- [Activity]: Where a line of the material contains the string "content", copy that line.
***** Exercise data *****
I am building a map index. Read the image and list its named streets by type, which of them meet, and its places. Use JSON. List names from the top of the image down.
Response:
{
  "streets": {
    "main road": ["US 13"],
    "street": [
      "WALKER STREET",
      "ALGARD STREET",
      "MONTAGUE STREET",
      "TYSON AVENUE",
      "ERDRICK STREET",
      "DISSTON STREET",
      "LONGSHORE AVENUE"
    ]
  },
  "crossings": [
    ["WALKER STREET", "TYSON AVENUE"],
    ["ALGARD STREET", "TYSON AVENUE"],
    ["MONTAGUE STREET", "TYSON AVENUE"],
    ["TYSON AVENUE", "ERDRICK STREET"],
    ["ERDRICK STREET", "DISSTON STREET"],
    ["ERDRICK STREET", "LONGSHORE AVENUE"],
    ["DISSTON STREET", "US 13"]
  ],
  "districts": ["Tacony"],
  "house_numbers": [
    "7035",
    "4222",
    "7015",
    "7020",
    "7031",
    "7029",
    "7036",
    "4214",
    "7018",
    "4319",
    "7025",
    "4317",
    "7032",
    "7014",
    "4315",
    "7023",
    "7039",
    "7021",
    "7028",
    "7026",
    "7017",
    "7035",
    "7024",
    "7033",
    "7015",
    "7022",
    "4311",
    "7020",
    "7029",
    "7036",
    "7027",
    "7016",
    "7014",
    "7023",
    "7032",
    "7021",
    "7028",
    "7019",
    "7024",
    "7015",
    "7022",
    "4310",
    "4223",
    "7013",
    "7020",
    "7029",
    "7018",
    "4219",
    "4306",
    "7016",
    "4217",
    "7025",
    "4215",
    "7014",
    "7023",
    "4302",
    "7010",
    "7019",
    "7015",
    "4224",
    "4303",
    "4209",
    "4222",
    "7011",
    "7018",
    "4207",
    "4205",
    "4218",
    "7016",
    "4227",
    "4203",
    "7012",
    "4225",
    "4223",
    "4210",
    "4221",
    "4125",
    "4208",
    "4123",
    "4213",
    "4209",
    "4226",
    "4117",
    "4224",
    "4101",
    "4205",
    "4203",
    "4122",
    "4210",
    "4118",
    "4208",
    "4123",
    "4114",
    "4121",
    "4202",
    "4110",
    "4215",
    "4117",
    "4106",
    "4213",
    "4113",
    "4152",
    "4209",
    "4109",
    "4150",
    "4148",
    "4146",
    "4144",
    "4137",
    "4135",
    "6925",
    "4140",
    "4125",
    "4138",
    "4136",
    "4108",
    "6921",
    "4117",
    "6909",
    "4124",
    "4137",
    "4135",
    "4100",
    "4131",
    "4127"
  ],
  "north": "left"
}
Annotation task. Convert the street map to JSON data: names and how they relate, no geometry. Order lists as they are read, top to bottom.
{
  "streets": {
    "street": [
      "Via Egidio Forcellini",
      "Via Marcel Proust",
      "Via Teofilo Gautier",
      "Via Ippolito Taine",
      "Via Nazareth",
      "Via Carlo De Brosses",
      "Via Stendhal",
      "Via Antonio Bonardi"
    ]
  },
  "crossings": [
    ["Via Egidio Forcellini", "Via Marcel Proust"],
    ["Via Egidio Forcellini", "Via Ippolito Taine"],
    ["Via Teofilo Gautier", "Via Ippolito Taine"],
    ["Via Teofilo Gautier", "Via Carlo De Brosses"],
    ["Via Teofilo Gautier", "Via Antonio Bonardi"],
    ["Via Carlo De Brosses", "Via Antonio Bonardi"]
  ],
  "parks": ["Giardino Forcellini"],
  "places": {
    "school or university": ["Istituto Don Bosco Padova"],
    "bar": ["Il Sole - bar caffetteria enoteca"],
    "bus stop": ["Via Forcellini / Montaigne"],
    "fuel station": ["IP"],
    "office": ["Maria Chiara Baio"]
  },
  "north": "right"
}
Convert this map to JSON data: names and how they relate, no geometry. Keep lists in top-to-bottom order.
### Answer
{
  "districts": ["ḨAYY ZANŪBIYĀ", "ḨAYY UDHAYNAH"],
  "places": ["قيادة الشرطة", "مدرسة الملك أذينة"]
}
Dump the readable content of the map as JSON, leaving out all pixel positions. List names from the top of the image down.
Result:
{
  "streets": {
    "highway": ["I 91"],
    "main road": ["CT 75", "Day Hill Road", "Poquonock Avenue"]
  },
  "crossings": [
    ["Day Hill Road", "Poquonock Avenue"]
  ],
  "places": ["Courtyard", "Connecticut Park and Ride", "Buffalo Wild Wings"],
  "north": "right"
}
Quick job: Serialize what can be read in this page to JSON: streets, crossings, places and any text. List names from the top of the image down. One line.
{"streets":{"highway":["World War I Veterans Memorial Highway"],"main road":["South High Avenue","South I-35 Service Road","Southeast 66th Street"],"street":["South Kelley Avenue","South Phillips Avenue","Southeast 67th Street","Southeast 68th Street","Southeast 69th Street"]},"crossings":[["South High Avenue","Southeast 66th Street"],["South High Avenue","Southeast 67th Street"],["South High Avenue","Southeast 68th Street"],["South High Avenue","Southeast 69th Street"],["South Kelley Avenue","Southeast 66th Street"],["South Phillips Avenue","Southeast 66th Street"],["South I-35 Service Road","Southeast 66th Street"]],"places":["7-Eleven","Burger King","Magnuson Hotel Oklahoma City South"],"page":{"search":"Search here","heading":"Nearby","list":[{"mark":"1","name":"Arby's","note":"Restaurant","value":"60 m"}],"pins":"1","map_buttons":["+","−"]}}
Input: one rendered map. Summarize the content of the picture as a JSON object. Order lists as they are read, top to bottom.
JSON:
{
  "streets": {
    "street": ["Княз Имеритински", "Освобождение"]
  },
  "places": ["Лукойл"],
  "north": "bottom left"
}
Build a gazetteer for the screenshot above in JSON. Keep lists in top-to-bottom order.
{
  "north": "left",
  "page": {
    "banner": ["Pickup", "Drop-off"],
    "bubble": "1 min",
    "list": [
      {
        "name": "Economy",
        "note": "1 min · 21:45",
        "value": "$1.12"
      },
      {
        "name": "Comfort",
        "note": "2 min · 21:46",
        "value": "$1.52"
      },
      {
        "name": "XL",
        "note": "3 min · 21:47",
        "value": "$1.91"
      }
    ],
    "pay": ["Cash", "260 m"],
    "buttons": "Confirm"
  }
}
*****
- [Reply]:
Dump the readable content of the map as JSON, leaving out all pixel positions. List names from the top of the image down.
Input: one rendered map. Summarize the content of the picture as a JSON object. Order lists as they are read, top to bottom.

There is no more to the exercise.